The Naysayer: These are the people who deny you your mental health diagnosis, it might be because they are sceptical, or polite or want to make you feel better. Responses can range from “Oh yeh, I felt really down yesterday too” as if their slightly blue day is comparable to a raging mental health episode or the “you’ve not got <insert MH condition here> you’re too normal/funny/logical/level headed *delete as applicable” or my personal favourite the “oh yeh, I’m mental too LOL”. That one I think is the most hurtful for me and one I’ve encountered recently at university. It takes a lot of strength to admit in public that you have a mental illness, and even more so if you’re bringing it to someone’s attention because their behaviour may be upsetting you or triggering something within you, so when they laugh in your face and declare they’re mental too, it’s one hell of a kick in the guts. 
The Questioner: Those who ask you why. It usually goes like this… You: “I’m having a bad day” The Questioner: “Why, what’s happened?” – I cannot tell you how many times I’ve found myself dumbfounded by this question.

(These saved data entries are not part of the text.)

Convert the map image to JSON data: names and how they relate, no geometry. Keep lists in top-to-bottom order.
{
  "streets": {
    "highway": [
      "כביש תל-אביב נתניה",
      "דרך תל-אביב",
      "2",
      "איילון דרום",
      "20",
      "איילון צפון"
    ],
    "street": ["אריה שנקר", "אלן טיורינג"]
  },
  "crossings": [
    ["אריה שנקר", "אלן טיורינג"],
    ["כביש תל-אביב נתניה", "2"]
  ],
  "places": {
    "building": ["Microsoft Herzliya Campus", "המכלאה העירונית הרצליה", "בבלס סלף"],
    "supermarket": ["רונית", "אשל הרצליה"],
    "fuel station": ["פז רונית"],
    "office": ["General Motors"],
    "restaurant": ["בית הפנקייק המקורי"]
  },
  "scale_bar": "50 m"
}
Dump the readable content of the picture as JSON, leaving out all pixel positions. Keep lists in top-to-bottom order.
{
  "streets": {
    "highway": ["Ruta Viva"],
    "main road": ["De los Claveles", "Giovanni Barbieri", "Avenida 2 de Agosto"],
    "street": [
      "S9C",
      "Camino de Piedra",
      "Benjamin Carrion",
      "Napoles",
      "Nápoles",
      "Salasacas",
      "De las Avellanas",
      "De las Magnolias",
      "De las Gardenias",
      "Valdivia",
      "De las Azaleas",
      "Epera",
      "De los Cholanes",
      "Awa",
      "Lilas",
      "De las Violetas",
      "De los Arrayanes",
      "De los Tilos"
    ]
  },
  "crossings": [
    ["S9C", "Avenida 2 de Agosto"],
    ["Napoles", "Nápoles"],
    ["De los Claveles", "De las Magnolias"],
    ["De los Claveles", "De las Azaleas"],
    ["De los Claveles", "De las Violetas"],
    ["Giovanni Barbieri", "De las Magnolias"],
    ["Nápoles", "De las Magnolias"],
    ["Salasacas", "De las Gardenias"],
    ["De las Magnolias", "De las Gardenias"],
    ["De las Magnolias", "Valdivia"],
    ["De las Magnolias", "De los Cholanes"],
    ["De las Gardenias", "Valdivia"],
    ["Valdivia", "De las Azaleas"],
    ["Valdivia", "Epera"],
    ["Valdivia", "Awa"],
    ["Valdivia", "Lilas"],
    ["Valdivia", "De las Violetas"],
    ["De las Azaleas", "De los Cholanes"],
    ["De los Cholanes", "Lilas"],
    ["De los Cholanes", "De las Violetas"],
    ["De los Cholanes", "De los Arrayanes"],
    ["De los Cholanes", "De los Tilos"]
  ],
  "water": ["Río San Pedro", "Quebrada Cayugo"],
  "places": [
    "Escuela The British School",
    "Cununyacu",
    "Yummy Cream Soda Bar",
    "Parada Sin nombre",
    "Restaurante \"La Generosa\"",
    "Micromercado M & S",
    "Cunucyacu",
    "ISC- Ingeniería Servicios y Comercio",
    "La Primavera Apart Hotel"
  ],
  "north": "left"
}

Erm I don’t know, I’m ill. There is no rhyme or reason as to why I’m feeling like this and you asking me has just made it ten times worse. 
The Snap Out It: Well this one is the one that cuts the deepest, “pull yourself together”, “snap out of it”. I can recall one such situation when, years before my diagnosis when everyone thought I was just some raving looney (I’m sure a lot of people still do) my mother, unsure of how to deal with her unruly 19 year old daughter who was back living at home and refusing to go to work where, unbeknownst to her was being chronically bullied, when she piped up “Oh just pull yourself together and get to work” I don’t remember much else about that day apart from the fact that half my family were out looking for me after I’d stormed out the house in a fit of anger and upset and spent the next 5 hours hiding in some woodland, rocking and crying. Even writing this now, 15 years after the fact, my chest starts to clench up and my hands get a bit shaky, because mental health is a scary and upsetting illness.  
For me, living with mental illness is a bit like having an annoying relative. They are part of you and will always be around and every so often they come and stay with you which is an altogether awful experience, but, somehow you get through it, because you have to. It’s only now, with years of experience can I prepare better for their stay and put things in place that won’t particularly make it any better, but can make it a tiny bit less painful.

It’s important we keep the mental health conversation going, it’s important that people see that people with mental illness hold jobs down and have a family and lead “normal” lives, it’s important that people realise that all you have to do to understand someone with mental health is look around you, it’s the guy sat next to you on the bus, it’s your colleague at the next desk.

Working, living, laughing, mothering

 photo signature_zpsdcc0d6e3.jpg

8 Comments

  1. Anonymous on November 14, 2014 at 10:33 am

    So well written Be, have been on the receiving end of many of those comments in the past, often from within myself.

    In some ways it was worse before I was diagnosed as I didn't know what was wrong with me, at least now I know why I feel so terrible sometimes, but the comments still hurt.



    • Becky Barnes on November 14, 2014 at 11:35 am

      I was exactly same, before diagnosis, you question absolutely everything, you don't understand hy you feel like you do and it's a very scary place to be. Sending you lots of love x x



    • Anonymous on November 14, 2014 at 11:36 pm

      Thankyou. It is definitely scary what the brain can put one through. Hugs xxx



  2. Mel on November 14, 2014 at 12:35 pm

    Thank you for writing this. I'm dealing with PTSD and it's something I don't share with friends because of the stigma.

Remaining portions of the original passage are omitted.